First, increased temperature increases plant’s yield, including for crops – with all other variables constant. It is fundamental law. For example, reconstructions of past global temperatures (including “famous” Mann “hockey stick”) are based on assumption that tree ring in warmer year grows wider. All other local variables, including precipitation, are filtered out by averaging thousands samples around the world. So now what, it is wrong? Wider tree ring is for cooler year? We live in the coldest period in 1500 years?
Second, the study is purely statistical analysis of the non-existed effect – decrease in crop’s yield. Crops yields actually increased, and very substantially. For such studies it is critically important to have high-quality data, especially when we are talking about minuscule changes of temperature over very short period. LOFL.

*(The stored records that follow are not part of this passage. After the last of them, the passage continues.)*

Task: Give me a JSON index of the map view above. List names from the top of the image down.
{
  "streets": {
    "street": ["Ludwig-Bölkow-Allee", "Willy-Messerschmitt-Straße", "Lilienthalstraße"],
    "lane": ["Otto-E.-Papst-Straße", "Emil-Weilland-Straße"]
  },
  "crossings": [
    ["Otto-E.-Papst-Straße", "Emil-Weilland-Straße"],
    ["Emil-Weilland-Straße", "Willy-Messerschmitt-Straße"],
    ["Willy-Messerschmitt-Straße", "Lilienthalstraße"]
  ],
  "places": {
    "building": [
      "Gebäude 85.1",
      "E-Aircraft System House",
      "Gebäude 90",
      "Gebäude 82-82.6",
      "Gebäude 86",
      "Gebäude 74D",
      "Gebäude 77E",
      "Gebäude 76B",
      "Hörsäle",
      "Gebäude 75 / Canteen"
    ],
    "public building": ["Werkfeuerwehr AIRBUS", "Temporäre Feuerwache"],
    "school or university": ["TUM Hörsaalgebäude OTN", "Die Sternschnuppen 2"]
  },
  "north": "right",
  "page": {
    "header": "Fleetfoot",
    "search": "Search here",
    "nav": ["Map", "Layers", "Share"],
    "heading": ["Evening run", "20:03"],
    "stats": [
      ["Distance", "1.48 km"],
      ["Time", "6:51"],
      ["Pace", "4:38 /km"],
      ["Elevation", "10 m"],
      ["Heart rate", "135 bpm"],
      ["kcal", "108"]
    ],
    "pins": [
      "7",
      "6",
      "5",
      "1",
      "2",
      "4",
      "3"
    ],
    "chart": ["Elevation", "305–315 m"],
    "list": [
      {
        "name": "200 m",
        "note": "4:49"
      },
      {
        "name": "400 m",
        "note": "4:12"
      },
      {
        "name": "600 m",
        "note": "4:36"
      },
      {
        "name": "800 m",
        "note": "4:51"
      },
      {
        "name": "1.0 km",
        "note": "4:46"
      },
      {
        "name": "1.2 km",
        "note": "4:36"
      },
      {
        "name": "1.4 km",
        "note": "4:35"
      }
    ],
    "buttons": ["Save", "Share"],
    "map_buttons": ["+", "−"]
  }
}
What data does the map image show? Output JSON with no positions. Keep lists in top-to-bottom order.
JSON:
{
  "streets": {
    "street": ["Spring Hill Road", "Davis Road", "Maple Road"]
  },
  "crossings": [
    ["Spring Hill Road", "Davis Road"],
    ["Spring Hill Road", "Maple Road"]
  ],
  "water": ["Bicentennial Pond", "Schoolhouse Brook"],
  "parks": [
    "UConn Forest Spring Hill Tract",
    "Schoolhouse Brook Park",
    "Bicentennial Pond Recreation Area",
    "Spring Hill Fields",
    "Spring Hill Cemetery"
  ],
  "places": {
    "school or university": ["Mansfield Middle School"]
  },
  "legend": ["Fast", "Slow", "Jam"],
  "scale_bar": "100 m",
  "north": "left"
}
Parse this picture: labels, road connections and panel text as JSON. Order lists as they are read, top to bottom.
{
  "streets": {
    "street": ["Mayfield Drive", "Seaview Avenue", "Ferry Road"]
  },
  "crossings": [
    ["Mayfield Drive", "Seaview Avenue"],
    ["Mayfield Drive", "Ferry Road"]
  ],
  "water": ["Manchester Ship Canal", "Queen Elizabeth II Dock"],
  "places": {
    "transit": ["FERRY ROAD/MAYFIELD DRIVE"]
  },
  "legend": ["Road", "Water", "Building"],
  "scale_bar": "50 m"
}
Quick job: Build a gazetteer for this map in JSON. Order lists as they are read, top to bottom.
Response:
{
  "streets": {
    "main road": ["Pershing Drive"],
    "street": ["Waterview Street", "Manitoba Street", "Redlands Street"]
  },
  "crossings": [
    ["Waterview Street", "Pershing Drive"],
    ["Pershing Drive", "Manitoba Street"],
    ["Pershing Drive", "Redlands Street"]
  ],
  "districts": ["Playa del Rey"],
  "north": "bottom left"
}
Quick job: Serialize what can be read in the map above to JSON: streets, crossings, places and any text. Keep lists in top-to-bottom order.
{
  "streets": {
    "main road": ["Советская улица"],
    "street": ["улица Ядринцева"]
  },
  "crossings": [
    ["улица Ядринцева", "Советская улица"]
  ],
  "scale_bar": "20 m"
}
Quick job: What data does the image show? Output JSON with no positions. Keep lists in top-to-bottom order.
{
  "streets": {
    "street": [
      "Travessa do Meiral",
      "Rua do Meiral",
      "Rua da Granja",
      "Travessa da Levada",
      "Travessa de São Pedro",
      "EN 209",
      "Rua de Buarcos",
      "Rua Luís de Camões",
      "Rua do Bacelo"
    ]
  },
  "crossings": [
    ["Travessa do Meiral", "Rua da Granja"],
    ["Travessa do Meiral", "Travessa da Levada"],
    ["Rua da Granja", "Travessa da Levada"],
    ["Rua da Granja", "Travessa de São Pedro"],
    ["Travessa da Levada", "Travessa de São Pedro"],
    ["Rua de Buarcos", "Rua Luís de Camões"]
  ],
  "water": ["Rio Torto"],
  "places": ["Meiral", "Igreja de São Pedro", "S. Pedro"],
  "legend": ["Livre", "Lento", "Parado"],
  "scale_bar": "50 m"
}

They use monumentally biased, imprecise, and doctored data produced by IPCC pet “scientists” from East Anglia University (one of three specially designated by IPCC facilities to supply them temperature data to justify their existence). By famous Dr. Jones. Based on data of whopping 2000 weather stations for Earth surface of 200 000 000 square miles. Dozen times corrected and cherry picked – without archiving and unassessible for independent verification. Both raw data, corrections, statistical methods, etc. are refused to be disclosed to anybody (including their peer-reviewers). That’s right. The data on which computer model prediction of the end of the world is based is kept secret and was never repeated or verified. It is also vastly different from way more precise satellite and weather balloons measurements, which are silently disregarded by IPCC. This theme is widely discussed on climateaudit.org Details of this travesty are just terrifying.
Garbage in – do not expect anything useful out, whatever sophisticated methods you use.